By contrast, the AWF-CT technique is intentionally designed as a highly localized, precisely controlled intraplaque strategy. In this approach, microcatheter advancement is avoided. Instead, wire manipulation is strictly confined to the proximal segment of the proximal cap and limited to a depth of only a few millimeters. The primary objective is not longitudinal dissection but rather the creation of a localized “spongy-like” microarchitecture within the proximal cap. This targeted fenestration functions as a controlled entry gateway to pre-existing, concealed microchannels within the CTO body.

Through strict spatial limitation and the preservation of distal propagation, AWF-CT markedly reduces extraplaque disruption and preserves a predominantly intraplaque wire trajectory. Once this microfenestrated proximal cap has been established, CTO crossing with a low tip-load, hydrophilic wire becomes more achievable, guided along these microchannel pathways.
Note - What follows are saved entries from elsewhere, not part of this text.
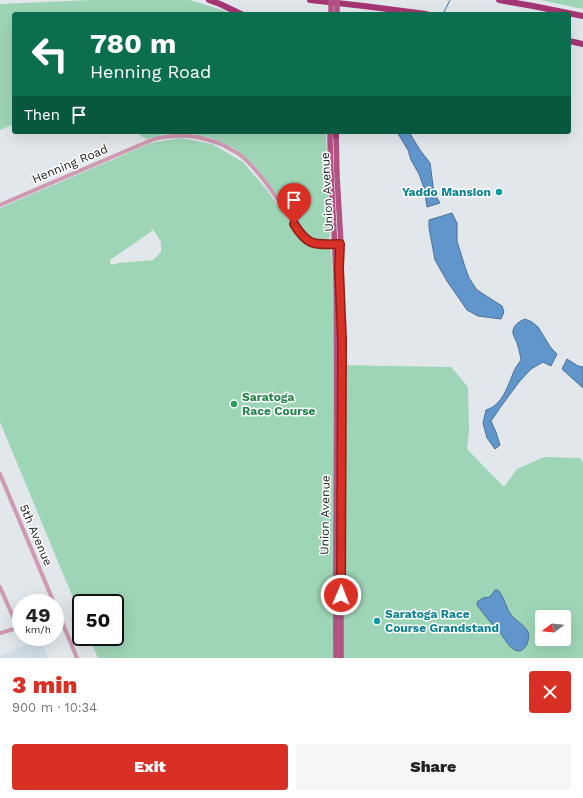 <!DOCTYPE html>
<meta charset="utf-8">
<style>
body{margin:0;font-family:"Work Sans",sans-serif;background:#f6f6f6;color:#222;height:100vh;display:flex;flex-direction:column;font-size:15px;white-space:nowrap}
*{box-sizing:border-box;margin:0}
p{font-size:13px;color:#767676}
.icon{flex:none;width:22px;height:22px;fill:none;stroke:currentColor;stroke-width:2;stroke-linecap:round;stroke-linejoin:round}
.map{position:relative;height:658px;overflow:hidden}
.panel{display:flex;flex-direction:column;background:#fff;flex:1}
.panel>*{flex:none}
.guide{position:absolute;left:12px;top:12px;width:559px;height:122px;border-radius:4px;box-shadow:0 4px 16px #0002;background:#0b6e4f;color:#fff;overflow:hidden}
.needle{width:26px;rotate:254deg}
.buttons{position:absolute;left:535px;top:610px;display:grid;gap:8px}
.buttons a{display:grid;place-items:center;width:36px;height:36px;border-radius:4px;background:#fff;box-shadow:0 4px 16px #0002;font-size:20px}
.speed{position:absolute;left:12px;top:594px;display:flex;gap:8px;font-size:20px;font-weight:700;text-align:center}
.speed>*{display:grid;place-content:center;width:52px;height:52px;border-radius:50%;background:#fff;box-shadow:0 4px 16px #0002;line-height:1}
.speed small{font-size:10px;font-weight:400}
.speed .limit{border:2px solid #111;border-radius:6px;background:#fff;color:#111}
.pin{position:absolute;display:grid;place-items:center;width:34px;height:34px;color:#fff;margin:-41px -17px;border-radius:50% 50% 50% 0;rotate:-45deg;box-shadow:0 0 4px #0007}
.pin .icon{rotate:45deg}
.me{position:absolute;width:44px;margin:-22px;rotate:1deg;stroke-linejoin:round;filter:drop-shadow(0 0 3px #0008)}
.turn{display:flex;align-items:center;gap:14px;height:84px;padding:0 12px;font-size:18px}
.turn .icon{width:52px;height:52px;stroke-width:2.5}
.turn b{display:block;font-size:28px;line-height:34px}
.then{display:flex;align-items:center;height:38px;padding:0 12px;background:#0003;gap:8px;font-size:15px}
.round{display:grid;place-items:center;flex:none;width:42px;height:42px;border-radius:4px;background:#f6f6f6}
.overview{display:flex;align-items:center;justify-content:space-between;height:68px;padding:0 12px}
h1{font-size:24px;font-weight:800;line-height:30px;color:#d93025}
.button{display:flex;gap:8px;margin-top:auto;padding:8px 12px}
.button a{flex:1;height:46px;border-radius:4px;background:#d93025;color:#fff;font-size:16px;font-weight:800;line-height:46px;text-align:center}
.button a+a{background:#f6f6f6;color:#222}
.map>svg:first-child{display:block}
.built{fill:#d1dce6}
.green{fill:#9fd5b7;fill-rule:evenodd}
.water{fill:#6196cc;stroke:#4b7197}
.lines{fill:none;stroke-linecap:round;stroke-linejoin:round}
.stream{stroke:#4b7197;stroke-width:1}
.minor{stroke:#ce99b1;stroke-width:4}
.major{stroke:#b25384;stroke-width:5.5}
.highway{stroke:#a53674;stroke-width:6}
.major-bridge{stroke:#b25384;stroke-width:5.5}
.route-casing{stroke:#8d1f18;stroke-width:10}
.route{stroke:#d93025;stroke-width:7}
.culture-dot{fill:#0f9aa8;stroke:#fff;stroke-width:1.5}
.leisure-dot{fill:#2e9e5b;stroke:#fff;stroke-width:1.5}
.labels{text-anchor:middle;dominant-baseline:central;stroke-width:3;stroke-linejoin:round;paint-order:stroke}
.street-label{font-size:12px;fill:#181a1b;stroke:#fff}
.culture-label{font-size:12px;font-weight:bold;fill:#0d838f;stroke:#fff;text-anchor:end}
.leisure-label{font-size:12px;font-weight:bold;fill:#27864d;stroke:#fff;text-anchor:start}
</style>
<div class="map">
<svg width="583" height="658" viewBox="0 0 583 658">
<rect width="100%" height="100%" fill="#e2e7ec"/>
<path class="built" d="M 40,639 L 48,658 L 0,658 L 0,656 Z"/>
<g class="green">
<path d="M 90,0 L 190,0 L 225,11 L 232,14 L 14,14 L 14,124 L 0,130 L 0,4 Z"/>
<path d="M 540,0 L 583,0 L 583,9 Z"/>
<path d="M 138,132 L 326,132 L 330,236 L 328,240 C 317,243 310,238 302,232 L 255,166 L 245,157 L 234,148 L 212,138 L 184,132 L 170,133 L 147,139 L 141,136 Z"/>
<path d="M 181,138 L 212,144 L 243,162 L 267,190 L 300,237 L 309,244 L 330,249 L 331,251 L 332,257 L 335,365 L 451,367 L 468,387 L 469,431 L 467,449 L 504,487 L 517,469 L 544,457 L 580,458 L 583,463 L 583,658 L 98,658 L 89,637 L 115,637 L 115,603 L 81,603 L 81,617 L 0,422 L 0,208 L 151,143 ZM 151,228 L 155,232 L 161,242 L 161,252 L 153,260 L 119,263 L 111,265 L 110,260 L 152,231 ZM 542,617 L 564,617 L 564,639 L 542,639 Z"/>
</g>
<g class="water">
<path d="M 397,132 L 409,132 L 420,150 L 430,163 L 434,193 L 440,203 L 427,207 L 424,188 L 419,174 L 411,160 L 408,150 Z"/>
<path d="M 452,213 L 457,223 L 457,241 L 465,267 L 469,278 L 477,290 L 502,306 L 504,312 L 501,319 L 478,316 L 467,310 L 447,281 L 435,260 L 429,228 L 429,220 Z"/>
<path d="M 525,319 L 532,322 L 538,327 L 551,348 L 557,354 L 551,366 L 543,362 L 531,369 L 519,382 L 502,405 L 491,421 L 496,432 L 500,445 L 495,449 L 487,438 L 483,423 L 486,410 C 503,405 508,385 514,371 C 516,367 518,364 521,360 C 520,354 519,349 517,343 C 516,340 514,337 513,334 C 512,326 518,322 525,319 Z"/>
<path d="M 567,359 L 578,366 L 583,367 L 583,388 L 562,369 Z"/>
<path d="M 495,590 C 498,590 499,590 500,593 C 505,599 506,608 511,615 C 516,621 525,625 528,632 C 531,640 524,655 515,650 C 508,647 505,639 501,634 C 494,626 487,619 481,610 C 478,607 477,605 477,602 L 483,598 L 490,597 Z"/>
</g>
<g class="lines">
<path class="stream" d="M 444,12 L 450,0"/>
<g class="minor">
<path d="M 0,205 L 154,139 C 179,133 199,135 223,145 C 228,148 234,151 239,154 C 262,172 283,208 299,232 C 312,246 319,245 336,244"/>
<path d="M 0,474 L 54,603"/>
<path d="M 0,587 L 18,628"/>
<path d="M 55,605 L 77,658"/>
<path d="M 0,633 L 21,627"/>
</g>
<g class="major">
<path d="M 330,132 C 330,181 335,231 336,280 C 338,406 335,532 336,658"/>
<path d="M 336,133 L 337,176 L 341,244 L 339,268 L 341,340 L 341,658"/>
</g>
<g class="highway">
<path d="M 209,0 L 220,4 L 241,14"/>
<path d="M 310,0 L 364,6 L 426,14"/>
<path d="M 499,0 L 533,6 L 583,16"/>
<path d="M 569,41 L 583,44"/>
<path d="M 336,136 L 336,132"/>
</g>
<g class="major-bridge">
<path d="M 331,14 L 331,0"/>
<path d="M 337,14 L 337,0"/>
</g>
</g>
<g class="lines">
<defs>
<path id="route" d="M 294,224 C 309,248 315,244 340,244 L 339,268 L 342,340 L 341,595"/>
</defs>
<use href="#route" class="route-casing"/>
<use href="#route" class="route"/>
</g>
<g class="culture-dot">
<circle cx="499" cy="192" r="4"/>
<circle cx="377" cy="621" r="4"/>
</g>
<circle class="leisure-dot" cx="234" cy="404" r="4"/>
<g class="labels">
<g class="street-label">
<text transform="translate(70 164) rotate(-23)">Henning Road</text>
<text transform="translate(327 192) rotate(-93)">Union Avenue</text>
<text transform="translate(325 515) rotate(-89)">Union Avenue</text>
<text transform="translate(36 535) rotate(67)">5th Avenue</text>
</g>
<g class="culture-label">
<text x="491" y="192">Yaddo Mansion</text>
<text x="385" y="614" text-anchor="start">Saratoga Race<tspan x="385" dy="14">Course Grandstand</tspan></text>
</g>
<g class="leisure-label">
<text x="242" y="397">Saratoga<tspan x="242" dy="14">Race Course</tspan></text>
</g>
</g>
</svg>
<div class="buttons">
<a><svg class="needle" viewBox="-14 -14 28 28"><path d="M0-13l5 13h-10z" fill="#e53935"/><path d="M0 13l5-13h-10z" fill="#767676"/></svg></a>
</div>
<div class="speed"><div>49<small>km/h</small></div><div class="limit">50</div></div>
<div class="pin" style="left:294px;top:224px;background:#d93025"><svg class="icon" aria-label="arrive" viewBox="0 0 24 24"><path d="M6 21V4h12l-3 4 3 4H6"/></svg></div>
<svg class="me" style="left:341px;top:595px" viewBox="-20 -20 40 40"><circle r="17" fill="#d93025" stroke="#fff" stroke-width="3"/><path d="M0-11L8 9 0 5-8 9z" fill="#fff"/></svg>
<div class="guide">
<div class="turn"><svg class="icon" aria-label="left" viewBox="0 0 24 24"><path d="M17 20v-9H6M10 6l-5 5 5 5"/></svg><div><b>780 m</b>Henning Road</div></div>
<div class="then">Then<svg class="icon" aria-label="arrive" viewBox="0 0 24 24"><path d="M6 21V4h12l-3 4 3 4H6"/></svg></div>
</div>
</div>
<section class="panel">
<div class="overview"><div><h1>3 min</h1><p>900 m · 10:34</p></div><a class="round" style="background:#d93025;color:#fff"><svg class="icon" aria-label="close" viewBox="0 0 24 24"><path d="M6 6l12 12M18 6L6 18"/></svg></a></div>
<div class="button"><a>Exit</a><a>Share</a></div>
</section>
In contrast to SSDR, where wire advancement may occur across multiple planes without directional control, AWF-CT is specifically intended to maintain continuous intraplaque progression, thereby reducing vessel trauma and unintended subintimal expansion.

CONCLUSION

The AWF-CT technique represents a novel, physiologically guided, and minimally disruptive strategy for antegrade CTO crossing. By exploiting the presence of hidden intraplaque microchannels, this approach may increase the probability of acheiving true lumen-to-lumen wiring without reliance on extensive dissection or advanced devices. Moreover, AWF-CT preserves key advantages, including simplicity, lower cost, and a favorable safety profile. Importantly, unsuccessful application of AWF-CT does not compromise the effectiveness of subsequent advanced CTO techniques. Accordingly, AWF-CT constitutes a promising addition to the antegrade CTO PCI toolbox, especially for operators seeking a safe, structured, and stepwise escalation strategy.